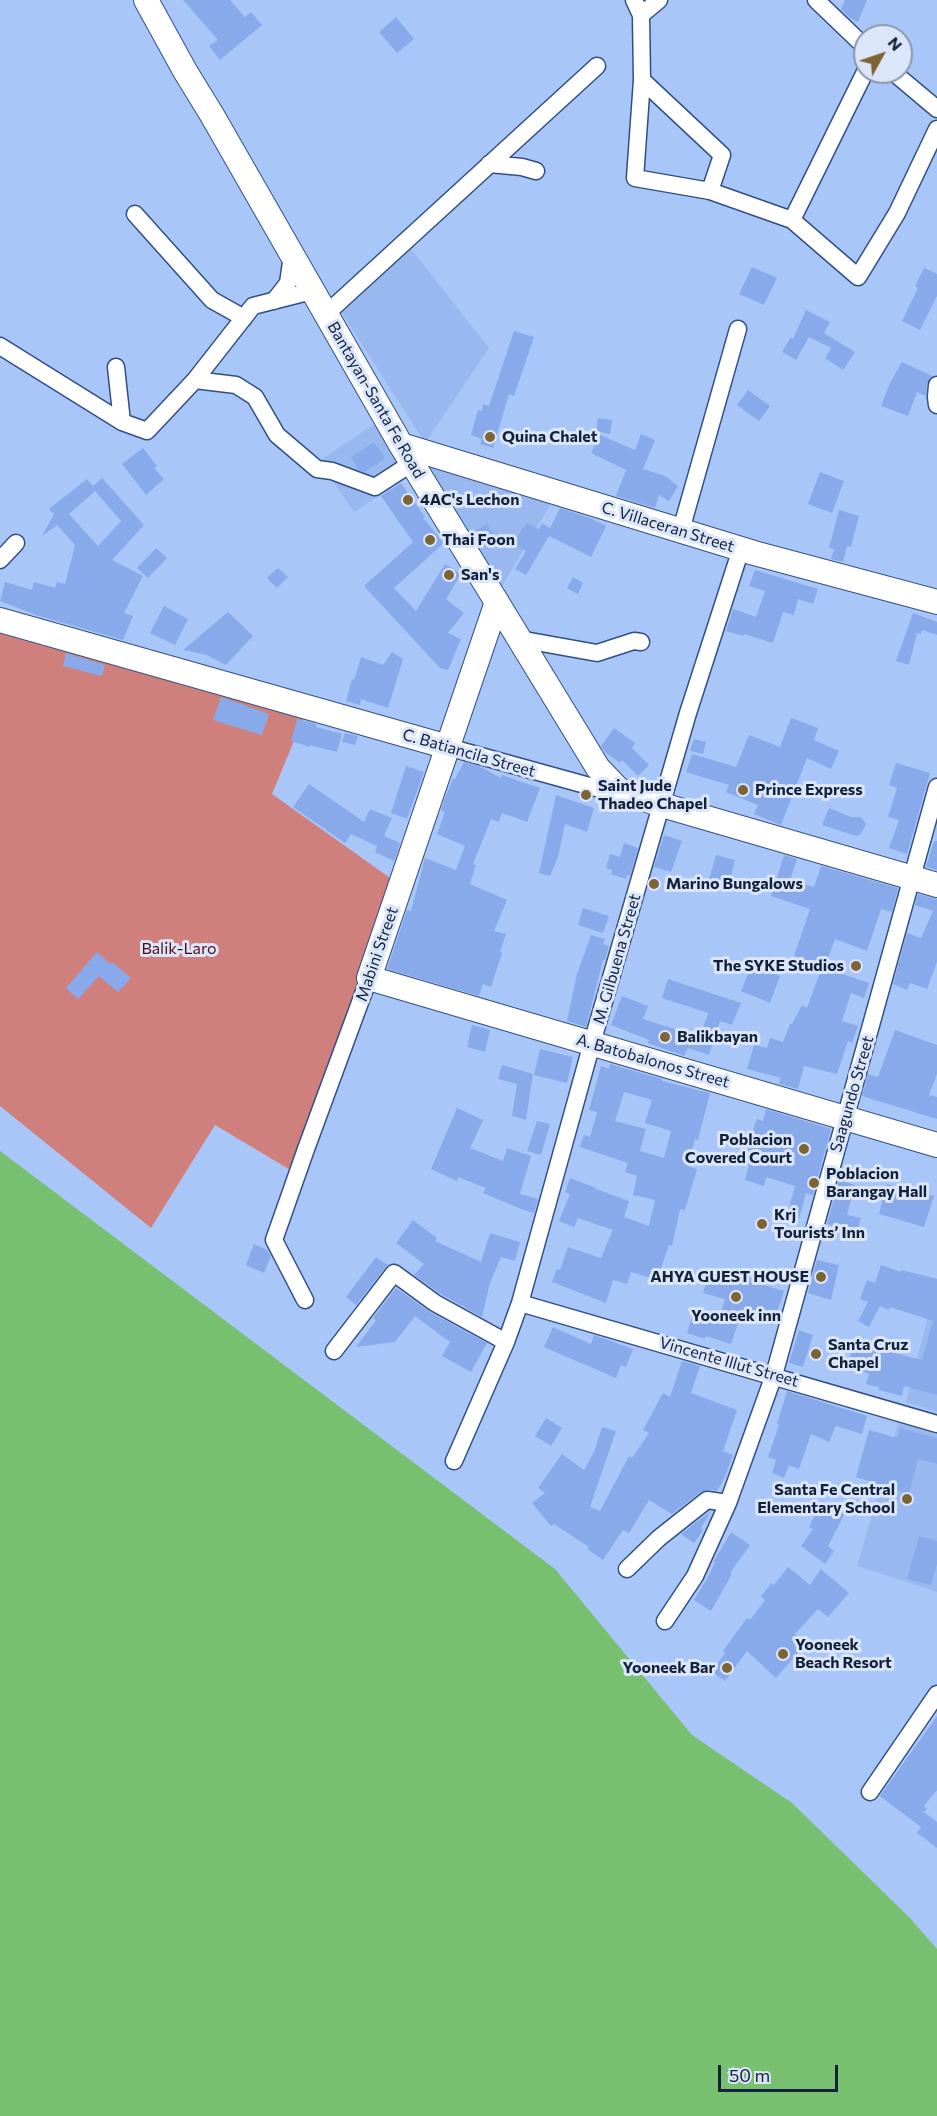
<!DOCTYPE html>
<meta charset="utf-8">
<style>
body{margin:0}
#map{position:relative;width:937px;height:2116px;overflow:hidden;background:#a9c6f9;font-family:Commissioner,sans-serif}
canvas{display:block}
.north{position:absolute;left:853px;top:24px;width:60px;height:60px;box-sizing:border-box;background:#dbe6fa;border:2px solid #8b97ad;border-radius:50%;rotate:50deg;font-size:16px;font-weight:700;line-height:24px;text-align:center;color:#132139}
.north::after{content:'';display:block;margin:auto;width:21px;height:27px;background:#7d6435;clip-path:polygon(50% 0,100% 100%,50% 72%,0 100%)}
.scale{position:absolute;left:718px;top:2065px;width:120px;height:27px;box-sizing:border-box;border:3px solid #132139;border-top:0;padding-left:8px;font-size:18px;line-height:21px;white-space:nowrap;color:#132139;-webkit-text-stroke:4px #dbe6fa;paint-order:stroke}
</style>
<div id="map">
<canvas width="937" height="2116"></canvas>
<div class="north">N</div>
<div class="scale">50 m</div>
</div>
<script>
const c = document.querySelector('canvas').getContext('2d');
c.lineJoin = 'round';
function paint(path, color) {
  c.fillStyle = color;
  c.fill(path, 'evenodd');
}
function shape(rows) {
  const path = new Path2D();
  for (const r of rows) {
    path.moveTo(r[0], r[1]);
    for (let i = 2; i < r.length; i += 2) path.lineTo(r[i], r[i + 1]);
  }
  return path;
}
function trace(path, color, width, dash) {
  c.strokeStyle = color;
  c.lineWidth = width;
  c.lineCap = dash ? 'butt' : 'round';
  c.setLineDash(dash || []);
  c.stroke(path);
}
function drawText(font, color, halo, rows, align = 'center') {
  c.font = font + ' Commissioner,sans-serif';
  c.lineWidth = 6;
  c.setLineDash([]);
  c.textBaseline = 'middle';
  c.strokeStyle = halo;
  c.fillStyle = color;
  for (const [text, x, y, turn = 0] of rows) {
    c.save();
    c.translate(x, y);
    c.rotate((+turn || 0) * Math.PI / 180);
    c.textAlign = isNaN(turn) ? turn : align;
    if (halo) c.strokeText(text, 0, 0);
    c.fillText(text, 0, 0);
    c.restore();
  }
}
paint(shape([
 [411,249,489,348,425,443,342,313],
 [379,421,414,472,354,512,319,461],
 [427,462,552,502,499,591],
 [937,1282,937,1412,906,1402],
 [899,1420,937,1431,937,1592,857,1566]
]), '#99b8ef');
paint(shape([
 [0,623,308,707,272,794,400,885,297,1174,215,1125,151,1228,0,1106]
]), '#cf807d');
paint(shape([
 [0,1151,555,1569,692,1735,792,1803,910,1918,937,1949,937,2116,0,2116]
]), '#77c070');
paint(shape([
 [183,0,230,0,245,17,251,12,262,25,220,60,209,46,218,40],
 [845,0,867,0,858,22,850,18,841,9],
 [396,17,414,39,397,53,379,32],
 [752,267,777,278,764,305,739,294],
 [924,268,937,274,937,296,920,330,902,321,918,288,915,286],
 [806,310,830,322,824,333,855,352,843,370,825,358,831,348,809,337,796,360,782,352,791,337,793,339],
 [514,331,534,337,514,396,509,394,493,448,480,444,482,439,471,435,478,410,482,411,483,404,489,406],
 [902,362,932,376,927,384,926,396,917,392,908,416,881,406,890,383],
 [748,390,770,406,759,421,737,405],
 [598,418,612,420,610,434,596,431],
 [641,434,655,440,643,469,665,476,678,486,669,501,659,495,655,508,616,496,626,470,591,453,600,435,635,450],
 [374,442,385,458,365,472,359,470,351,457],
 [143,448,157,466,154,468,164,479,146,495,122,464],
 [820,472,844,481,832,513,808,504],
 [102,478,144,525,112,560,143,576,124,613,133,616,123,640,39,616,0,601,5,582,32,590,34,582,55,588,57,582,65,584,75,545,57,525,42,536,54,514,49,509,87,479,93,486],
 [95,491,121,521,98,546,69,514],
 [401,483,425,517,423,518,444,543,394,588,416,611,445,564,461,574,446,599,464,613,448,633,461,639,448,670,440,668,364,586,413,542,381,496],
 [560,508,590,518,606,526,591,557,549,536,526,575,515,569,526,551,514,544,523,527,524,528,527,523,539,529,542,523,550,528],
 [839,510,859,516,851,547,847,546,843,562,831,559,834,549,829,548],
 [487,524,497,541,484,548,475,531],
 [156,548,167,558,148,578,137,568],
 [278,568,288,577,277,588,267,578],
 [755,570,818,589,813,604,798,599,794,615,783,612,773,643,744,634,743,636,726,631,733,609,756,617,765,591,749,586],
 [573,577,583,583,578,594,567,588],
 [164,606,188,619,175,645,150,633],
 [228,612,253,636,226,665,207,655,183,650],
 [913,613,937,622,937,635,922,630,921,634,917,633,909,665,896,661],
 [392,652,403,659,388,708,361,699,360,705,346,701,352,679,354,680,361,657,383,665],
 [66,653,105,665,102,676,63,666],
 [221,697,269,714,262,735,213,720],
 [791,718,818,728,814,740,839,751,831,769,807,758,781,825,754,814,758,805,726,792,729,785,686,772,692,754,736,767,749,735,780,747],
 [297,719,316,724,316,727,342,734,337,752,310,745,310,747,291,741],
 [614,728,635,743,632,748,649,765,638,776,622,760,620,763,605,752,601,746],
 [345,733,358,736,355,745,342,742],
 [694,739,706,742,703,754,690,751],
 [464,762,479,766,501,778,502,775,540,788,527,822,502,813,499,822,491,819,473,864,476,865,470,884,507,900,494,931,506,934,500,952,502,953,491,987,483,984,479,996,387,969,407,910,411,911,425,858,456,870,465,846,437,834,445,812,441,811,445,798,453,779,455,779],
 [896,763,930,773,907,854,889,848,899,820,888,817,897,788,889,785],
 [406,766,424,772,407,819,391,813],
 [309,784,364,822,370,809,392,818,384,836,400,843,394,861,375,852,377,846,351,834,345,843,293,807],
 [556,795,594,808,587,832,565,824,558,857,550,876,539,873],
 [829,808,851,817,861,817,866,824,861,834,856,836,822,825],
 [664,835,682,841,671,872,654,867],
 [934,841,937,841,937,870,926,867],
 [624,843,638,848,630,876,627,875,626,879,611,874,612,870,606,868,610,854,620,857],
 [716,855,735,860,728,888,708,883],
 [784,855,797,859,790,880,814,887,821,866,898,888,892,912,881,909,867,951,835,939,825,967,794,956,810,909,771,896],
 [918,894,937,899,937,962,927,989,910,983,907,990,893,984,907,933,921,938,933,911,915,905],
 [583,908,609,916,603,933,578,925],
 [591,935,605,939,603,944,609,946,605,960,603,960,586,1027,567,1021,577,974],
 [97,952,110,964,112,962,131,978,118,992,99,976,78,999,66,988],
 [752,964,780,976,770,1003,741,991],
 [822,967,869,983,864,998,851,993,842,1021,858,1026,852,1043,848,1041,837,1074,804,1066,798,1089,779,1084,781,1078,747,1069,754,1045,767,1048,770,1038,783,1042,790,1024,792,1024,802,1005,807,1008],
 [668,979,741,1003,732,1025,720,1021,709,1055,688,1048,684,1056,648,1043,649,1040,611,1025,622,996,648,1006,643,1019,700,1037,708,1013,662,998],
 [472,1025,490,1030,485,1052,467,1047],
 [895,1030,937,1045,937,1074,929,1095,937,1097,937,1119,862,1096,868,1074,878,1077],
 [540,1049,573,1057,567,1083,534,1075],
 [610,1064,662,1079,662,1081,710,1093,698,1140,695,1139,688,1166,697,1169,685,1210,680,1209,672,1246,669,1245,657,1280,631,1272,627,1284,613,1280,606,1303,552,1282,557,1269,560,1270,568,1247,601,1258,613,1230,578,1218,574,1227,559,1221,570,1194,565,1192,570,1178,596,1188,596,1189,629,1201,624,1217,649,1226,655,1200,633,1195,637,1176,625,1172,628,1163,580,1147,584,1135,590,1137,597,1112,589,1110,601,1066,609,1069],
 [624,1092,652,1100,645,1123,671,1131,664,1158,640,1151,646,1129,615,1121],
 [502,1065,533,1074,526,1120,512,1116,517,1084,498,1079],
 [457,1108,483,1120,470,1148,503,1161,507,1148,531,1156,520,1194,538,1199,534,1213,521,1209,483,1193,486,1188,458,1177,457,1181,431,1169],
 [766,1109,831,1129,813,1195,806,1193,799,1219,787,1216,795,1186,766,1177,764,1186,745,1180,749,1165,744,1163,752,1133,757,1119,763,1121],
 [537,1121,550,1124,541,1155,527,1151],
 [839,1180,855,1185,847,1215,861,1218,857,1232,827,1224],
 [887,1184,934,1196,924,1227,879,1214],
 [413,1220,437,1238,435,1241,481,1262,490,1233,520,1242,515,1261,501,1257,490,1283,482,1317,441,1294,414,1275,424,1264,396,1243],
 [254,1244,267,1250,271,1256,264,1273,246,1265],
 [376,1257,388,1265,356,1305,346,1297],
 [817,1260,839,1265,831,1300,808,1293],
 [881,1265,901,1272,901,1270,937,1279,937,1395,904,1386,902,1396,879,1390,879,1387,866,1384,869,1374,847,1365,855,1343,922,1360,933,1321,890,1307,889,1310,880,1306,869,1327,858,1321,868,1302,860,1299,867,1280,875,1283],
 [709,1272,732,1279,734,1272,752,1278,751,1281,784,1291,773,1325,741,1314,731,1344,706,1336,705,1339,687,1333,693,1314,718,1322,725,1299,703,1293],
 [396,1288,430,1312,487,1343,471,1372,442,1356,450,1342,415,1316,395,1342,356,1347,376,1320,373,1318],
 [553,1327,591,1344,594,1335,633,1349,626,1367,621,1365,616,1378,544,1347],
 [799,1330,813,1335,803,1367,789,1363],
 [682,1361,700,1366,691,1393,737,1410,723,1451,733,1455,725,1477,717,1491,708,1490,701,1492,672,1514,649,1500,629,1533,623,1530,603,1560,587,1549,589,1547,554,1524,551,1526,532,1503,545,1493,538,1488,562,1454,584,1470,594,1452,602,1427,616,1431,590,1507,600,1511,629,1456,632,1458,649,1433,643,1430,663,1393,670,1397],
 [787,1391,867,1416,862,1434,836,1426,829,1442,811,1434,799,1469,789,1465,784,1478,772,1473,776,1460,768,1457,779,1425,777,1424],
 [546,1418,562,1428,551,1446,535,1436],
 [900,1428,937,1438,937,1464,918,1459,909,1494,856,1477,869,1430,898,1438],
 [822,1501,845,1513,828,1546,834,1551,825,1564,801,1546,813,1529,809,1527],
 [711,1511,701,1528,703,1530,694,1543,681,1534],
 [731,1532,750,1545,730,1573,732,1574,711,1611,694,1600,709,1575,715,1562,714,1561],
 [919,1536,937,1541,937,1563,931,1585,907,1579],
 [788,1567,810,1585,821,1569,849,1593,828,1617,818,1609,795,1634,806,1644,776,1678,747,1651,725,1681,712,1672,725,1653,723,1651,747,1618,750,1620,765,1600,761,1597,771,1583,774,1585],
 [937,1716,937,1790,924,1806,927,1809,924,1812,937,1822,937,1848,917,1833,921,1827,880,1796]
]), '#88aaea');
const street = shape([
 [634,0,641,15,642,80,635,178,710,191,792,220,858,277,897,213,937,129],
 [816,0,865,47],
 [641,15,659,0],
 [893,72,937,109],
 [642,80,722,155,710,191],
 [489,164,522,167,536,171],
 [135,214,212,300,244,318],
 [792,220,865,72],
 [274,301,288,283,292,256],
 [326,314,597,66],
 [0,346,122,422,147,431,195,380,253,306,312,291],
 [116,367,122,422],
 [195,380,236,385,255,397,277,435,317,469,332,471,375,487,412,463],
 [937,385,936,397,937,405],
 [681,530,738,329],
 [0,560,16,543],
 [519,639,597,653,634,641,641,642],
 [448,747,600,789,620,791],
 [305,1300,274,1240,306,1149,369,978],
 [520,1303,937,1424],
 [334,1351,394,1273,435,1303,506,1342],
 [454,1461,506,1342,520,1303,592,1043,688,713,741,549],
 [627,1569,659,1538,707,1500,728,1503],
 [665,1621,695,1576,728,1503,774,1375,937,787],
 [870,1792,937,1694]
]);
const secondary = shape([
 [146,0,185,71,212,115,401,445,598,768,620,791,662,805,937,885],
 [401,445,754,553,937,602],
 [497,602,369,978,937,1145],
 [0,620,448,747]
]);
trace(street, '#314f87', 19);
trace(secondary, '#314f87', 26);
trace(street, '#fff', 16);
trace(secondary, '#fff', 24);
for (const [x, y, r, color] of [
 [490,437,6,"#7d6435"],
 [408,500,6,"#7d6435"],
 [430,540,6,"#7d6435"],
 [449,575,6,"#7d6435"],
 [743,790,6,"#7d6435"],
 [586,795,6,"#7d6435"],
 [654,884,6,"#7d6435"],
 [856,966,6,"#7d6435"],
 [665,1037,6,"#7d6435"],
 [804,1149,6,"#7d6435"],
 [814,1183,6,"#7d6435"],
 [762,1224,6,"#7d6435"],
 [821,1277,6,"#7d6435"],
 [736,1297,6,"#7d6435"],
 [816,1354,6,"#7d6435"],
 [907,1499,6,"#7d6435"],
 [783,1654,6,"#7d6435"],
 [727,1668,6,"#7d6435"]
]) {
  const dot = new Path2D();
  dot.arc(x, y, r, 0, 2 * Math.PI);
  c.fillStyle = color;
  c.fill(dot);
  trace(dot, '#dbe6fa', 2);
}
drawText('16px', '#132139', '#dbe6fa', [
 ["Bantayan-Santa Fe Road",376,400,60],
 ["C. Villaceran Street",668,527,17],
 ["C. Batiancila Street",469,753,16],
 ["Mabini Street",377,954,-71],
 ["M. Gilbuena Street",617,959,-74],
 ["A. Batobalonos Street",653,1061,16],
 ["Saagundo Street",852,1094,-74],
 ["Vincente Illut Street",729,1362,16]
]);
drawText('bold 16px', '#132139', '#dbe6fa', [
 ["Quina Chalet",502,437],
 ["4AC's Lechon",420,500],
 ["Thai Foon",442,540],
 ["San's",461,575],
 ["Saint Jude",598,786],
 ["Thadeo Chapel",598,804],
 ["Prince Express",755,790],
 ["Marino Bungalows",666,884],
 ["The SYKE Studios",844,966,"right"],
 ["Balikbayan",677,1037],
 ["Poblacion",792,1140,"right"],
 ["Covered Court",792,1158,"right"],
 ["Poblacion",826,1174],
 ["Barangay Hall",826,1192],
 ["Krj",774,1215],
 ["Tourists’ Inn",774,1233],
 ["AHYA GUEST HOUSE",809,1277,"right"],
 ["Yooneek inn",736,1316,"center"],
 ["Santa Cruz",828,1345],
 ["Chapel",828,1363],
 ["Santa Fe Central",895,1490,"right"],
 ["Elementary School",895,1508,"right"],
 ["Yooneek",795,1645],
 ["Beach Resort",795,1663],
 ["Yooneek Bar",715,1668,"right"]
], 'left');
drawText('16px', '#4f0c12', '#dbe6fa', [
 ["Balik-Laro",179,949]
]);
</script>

================================

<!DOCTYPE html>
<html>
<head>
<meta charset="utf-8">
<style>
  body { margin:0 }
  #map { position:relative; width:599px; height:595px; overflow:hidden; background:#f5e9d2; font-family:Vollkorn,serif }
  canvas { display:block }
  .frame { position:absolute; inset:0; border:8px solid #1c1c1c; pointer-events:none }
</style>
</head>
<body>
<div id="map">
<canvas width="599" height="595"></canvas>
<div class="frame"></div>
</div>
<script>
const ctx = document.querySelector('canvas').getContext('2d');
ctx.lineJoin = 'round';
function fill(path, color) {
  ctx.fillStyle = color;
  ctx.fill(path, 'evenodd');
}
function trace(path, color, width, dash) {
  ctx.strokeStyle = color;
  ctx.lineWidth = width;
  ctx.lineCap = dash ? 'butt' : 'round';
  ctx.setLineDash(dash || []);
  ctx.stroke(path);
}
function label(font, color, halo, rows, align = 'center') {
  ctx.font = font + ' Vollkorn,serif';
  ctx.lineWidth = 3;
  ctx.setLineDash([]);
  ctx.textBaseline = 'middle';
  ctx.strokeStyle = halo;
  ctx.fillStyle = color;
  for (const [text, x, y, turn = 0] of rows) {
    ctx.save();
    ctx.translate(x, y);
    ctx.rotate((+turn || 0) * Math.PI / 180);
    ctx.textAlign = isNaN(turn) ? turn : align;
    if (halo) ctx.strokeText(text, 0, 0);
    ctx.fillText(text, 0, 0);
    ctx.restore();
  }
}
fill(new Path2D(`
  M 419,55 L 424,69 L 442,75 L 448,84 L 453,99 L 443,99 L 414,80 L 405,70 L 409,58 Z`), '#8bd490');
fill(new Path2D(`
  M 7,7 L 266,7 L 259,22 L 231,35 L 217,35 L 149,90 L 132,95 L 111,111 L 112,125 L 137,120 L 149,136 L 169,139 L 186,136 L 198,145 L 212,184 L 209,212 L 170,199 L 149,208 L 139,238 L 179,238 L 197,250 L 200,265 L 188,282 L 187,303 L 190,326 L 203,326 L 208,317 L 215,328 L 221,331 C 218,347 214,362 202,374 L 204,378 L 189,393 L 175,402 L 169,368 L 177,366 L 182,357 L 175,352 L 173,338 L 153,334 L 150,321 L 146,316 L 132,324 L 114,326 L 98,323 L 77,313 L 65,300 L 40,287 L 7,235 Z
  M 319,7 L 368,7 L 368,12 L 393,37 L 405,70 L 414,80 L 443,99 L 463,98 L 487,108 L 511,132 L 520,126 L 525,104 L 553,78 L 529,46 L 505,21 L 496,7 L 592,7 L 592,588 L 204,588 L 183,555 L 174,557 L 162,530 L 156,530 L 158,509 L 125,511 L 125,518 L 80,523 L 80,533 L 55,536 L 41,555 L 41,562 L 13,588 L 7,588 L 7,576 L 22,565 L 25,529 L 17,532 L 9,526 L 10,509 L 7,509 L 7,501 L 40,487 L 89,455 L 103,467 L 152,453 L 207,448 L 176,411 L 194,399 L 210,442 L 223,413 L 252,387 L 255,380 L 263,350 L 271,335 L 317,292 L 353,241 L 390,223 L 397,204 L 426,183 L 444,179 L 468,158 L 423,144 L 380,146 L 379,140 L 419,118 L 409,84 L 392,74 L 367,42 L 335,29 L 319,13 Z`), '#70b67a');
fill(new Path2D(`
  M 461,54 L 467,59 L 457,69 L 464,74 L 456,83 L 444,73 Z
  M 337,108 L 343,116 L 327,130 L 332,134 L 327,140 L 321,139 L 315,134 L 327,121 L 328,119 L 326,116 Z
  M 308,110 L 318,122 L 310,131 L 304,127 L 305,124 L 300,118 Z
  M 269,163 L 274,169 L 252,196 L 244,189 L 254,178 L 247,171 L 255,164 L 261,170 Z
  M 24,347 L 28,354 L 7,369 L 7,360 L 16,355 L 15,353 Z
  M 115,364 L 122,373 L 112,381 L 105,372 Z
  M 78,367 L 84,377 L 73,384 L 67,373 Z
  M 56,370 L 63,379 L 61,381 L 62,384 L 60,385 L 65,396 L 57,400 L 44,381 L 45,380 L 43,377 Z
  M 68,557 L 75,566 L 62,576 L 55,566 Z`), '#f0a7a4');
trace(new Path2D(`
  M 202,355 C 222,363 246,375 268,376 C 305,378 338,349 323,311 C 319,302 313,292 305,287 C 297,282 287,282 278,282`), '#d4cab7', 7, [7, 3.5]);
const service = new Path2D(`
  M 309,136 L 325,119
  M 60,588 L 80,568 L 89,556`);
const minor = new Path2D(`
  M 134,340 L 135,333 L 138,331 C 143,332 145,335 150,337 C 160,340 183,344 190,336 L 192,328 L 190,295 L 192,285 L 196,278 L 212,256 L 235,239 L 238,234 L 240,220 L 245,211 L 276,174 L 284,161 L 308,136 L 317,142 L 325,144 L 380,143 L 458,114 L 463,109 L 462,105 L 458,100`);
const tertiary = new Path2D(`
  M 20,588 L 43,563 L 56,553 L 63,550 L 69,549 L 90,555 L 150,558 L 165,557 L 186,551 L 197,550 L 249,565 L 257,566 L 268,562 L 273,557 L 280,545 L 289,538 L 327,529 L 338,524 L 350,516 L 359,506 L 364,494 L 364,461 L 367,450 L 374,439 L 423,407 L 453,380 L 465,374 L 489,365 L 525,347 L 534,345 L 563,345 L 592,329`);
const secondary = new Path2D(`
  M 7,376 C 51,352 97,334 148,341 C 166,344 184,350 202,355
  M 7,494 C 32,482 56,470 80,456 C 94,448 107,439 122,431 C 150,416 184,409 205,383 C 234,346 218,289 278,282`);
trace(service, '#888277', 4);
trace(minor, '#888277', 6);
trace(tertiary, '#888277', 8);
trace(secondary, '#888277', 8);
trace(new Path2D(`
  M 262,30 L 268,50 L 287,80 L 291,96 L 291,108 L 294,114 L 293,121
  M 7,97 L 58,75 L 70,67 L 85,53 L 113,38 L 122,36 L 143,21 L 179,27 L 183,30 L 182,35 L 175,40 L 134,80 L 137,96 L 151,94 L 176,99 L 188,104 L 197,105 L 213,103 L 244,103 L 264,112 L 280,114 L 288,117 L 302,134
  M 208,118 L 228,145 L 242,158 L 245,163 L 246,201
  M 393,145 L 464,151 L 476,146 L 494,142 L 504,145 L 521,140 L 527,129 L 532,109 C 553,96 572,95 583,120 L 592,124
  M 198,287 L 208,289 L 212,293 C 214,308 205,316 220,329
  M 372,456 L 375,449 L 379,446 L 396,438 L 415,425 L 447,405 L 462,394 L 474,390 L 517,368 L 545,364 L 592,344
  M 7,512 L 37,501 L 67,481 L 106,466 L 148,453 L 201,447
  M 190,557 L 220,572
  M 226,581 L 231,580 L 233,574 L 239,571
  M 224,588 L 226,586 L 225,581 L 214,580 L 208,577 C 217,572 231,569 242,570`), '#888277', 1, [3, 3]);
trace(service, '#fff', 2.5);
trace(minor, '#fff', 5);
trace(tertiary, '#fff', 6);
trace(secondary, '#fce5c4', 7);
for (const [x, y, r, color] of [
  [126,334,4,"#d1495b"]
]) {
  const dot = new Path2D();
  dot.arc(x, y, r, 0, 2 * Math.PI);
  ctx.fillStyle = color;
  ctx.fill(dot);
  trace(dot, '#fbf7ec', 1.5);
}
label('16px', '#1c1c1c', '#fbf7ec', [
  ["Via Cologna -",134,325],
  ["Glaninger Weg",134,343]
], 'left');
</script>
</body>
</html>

================================

**TASK TO CARRY OUT:** Where does the string "Math" appear in the records above? Return every line that holds it.

**REPLY:**
    c.rotate((+turn || 0) * Math.PI / 180);
  dot.arc(x, y, r, 0, 2 * Math.PI);
    ctx.rotate((+turn || 0) * Math.PI / 180);
  dot.arc(x, y, r, 0, 2 * Math.PI);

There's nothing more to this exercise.